Michel stand zum letzten Mal beim Paderborner Überraschungssieg gegen den Aufstiegsfavoriten 1. FC Köln auf dem Rasen und setzte mit seinem zweiten Saisontor zum 5:3 den Schlusspunkt. Danach verpasste der 28-Jährige acht Pflichtspiele in Folge. Hoffnungen, dass Michels Ausfallserie nun endet, sind zwar da, aber nicht sonderlich groß. »Wir warten ab, wie seine Sehne auf die höheren Belastungen reagiert. Aber die Wahrscheinlichkeit, dass er dabei ist, ist sehr gering«, sagt Baumgart.

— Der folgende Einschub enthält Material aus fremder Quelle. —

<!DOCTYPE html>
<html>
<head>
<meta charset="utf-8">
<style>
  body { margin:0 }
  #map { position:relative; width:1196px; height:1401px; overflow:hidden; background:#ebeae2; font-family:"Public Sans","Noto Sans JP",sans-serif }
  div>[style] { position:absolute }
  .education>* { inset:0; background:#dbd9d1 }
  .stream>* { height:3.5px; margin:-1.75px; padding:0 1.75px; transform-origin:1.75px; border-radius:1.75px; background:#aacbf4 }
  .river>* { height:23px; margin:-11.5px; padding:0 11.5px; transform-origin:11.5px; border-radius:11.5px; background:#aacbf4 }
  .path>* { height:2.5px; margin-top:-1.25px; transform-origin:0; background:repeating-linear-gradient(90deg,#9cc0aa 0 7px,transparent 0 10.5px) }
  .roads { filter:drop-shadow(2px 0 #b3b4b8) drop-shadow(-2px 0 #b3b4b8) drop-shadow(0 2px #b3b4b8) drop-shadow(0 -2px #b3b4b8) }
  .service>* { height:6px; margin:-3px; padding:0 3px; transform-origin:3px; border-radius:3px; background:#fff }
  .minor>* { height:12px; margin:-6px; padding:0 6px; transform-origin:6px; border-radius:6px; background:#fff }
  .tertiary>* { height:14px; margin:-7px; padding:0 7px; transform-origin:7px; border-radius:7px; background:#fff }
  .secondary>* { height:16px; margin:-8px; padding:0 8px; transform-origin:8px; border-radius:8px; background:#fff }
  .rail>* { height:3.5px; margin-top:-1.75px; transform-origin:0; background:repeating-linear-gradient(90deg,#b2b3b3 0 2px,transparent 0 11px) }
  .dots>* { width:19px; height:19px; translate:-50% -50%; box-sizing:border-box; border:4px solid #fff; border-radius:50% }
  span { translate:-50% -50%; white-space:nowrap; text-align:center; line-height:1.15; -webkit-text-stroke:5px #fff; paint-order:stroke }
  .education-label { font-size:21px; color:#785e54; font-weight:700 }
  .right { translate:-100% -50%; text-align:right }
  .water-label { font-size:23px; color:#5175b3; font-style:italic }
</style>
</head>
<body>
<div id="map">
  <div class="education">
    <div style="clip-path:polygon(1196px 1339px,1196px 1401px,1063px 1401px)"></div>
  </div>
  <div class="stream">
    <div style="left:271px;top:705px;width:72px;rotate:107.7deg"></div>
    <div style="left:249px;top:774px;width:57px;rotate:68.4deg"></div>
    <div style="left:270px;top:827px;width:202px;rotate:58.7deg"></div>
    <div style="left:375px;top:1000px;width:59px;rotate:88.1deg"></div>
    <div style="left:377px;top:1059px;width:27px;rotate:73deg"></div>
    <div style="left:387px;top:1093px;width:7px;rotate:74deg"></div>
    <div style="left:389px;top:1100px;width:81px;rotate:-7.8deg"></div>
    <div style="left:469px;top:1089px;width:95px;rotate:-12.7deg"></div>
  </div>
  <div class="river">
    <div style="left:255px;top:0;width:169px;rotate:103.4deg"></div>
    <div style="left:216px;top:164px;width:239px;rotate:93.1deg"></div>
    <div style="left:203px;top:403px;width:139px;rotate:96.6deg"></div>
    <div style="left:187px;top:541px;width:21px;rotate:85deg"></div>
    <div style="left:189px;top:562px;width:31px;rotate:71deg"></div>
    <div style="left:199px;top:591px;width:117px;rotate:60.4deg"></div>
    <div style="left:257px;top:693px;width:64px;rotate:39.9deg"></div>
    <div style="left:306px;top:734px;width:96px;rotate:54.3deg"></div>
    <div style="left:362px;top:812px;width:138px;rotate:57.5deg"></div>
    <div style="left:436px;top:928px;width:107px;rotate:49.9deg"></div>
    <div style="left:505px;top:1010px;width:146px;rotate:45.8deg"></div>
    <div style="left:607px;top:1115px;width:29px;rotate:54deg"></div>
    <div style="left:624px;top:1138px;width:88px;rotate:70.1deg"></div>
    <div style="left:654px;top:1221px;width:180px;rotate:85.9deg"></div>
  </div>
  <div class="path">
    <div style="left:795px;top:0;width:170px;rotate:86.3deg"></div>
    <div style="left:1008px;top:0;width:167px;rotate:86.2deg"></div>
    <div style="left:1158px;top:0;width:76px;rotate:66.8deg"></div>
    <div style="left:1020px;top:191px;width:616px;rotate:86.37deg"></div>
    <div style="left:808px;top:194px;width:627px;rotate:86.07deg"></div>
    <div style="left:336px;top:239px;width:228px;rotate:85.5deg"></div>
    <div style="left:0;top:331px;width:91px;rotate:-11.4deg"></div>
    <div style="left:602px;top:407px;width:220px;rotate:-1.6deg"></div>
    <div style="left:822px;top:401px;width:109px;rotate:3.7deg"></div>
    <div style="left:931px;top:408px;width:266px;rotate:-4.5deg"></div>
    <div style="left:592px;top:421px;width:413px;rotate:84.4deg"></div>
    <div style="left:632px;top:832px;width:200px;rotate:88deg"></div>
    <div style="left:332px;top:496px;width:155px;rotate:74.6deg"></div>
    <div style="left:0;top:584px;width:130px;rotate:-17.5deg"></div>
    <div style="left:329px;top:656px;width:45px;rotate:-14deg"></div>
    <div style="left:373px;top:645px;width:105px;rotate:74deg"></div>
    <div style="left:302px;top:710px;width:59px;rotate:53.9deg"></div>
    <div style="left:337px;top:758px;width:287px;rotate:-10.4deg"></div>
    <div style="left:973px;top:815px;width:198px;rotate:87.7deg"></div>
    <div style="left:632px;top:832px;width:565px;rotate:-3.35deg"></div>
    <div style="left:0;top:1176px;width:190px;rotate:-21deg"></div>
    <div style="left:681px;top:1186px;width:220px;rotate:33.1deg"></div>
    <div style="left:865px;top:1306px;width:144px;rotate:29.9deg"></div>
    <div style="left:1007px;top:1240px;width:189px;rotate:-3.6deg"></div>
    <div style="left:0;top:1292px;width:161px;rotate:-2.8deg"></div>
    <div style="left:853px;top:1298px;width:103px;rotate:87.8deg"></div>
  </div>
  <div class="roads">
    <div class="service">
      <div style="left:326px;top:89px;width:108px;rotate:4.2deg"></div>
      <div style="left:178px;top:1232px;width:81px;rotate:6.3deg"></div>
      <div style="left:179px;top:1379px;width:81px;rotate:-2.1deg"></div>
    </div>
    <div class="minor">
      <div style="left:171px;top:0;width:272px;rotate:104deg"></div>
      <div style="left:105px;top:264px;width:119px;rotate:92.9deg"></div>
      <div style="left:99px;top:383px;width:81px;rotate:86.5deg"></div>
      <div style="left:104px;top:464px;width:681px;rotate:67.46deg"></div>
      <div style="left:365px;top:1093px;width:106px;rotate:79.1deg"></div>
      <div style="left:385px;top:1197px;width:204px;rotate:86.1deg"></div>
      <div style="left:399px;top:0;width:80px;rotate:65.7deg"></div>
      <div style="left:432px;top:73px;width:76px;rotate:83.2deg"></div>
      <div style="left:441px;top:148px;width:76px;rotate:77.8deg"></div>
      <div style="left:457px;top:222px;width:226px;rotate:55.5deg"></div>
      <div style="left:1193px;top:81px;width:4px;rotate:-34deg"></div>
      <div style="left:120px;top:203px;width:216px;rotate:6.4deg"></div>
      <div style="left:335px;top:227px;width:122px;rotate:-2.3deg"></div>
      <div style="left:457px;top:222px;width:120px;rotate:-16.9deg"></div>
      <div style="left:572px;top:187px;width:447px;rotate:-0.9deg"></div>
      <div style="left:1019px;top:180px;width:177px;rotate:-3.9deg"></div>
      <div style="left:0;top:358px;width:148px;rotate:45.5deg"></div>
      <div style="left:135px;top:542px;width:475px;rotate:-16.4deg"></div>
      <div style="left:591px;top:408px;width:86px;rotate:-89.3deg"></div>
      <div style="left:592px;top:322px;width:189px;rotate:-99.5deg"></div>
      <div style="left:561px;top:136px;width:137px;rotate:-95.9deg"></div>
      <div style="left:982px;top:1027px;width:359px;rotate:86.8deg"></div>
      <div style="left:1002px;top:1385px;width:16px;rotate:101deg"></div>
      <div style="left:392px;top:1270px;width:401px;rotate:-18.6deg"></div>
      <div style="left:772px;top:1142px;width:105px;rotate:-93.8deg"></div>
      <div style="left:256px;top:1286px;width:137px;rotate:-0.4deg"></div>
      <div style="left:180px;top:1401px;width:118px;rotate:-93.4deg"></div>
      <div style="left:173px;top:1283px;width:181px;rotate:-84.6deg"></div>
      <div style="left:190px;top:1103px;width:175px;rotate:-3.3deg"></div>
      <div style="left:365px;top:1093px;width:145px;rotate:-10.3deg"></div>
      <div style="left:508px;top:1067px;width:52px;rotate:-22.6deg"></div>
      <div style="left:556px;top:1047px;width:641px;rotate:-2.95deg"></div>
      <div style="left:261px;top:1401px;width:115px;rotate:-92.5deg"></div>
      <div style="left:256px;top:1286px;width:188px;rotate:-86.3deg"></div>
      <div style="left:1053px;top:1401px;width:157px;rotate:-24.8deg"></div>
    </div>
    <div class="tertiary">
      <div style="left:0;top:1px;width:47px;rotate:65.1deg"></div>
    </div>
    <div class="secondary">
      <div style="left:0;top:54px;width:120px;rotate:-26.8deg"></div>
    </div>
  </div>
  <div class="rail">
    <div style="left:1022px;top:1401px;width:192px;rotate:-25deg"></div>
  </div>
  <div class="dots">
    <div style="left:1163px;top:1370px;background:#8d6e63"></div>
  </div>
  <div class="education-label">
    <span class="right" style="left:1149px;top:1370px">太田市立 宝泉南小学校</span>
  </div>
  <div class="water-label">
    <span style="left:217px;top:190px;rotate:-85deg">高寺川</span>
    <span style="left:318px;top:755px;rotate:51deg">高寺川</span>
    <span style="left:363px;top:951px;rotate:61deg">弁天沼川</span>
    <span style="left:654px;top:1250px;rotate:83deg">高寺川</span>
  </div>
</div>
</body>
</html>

Für Spielmacher Philipp Klement stehen die Chancen deutlich besser

Für eine Rückkehr von Spielmacher Philipp Klement stehen die Chancen deutlich besser. Der 26-Jährige verpasste wegen muskulärer Probleme am vergangenen Samstag in Duisburg (0:2) seine ersten Zweitligaminuten in der laufenden Spielzeit, stieg am Mittwoch wieder ins Teamtraining ein und hinterließ einen guten Eindruck. Doch auch hier will Baumgart den Freitag abwarten und letztlich den Spieler entscheiden lassen: »Wenn sich Philipp Klement fit fühlt, ist er eine klare Option. Er muss das Zeichen geben, dann steht er gegen Kiel wieder auf dem Platz.«

Unabhängig von den beiden möglichen Rückkehrern könnte es aber noch andere personelle Veränderungen geben. Die Formkurve von Klaus Gjasula zeigte zuletzt deutlich nach unten, erste Option wäre im defensiven Mittelfeld Sebastian Vasiliadis. »Klaus ist noch kein gestandener Zweitligaspieler. Formschwankungen sind da völlig normal«, sagt Baumgart. Ob der 46-Jährige daraus Konsequenzen zieht, ließ er offen. Ebenso bieten sich Ben Zolinski in der Spitze und Christopher Antwi-Adjei auf der Außenbahn an.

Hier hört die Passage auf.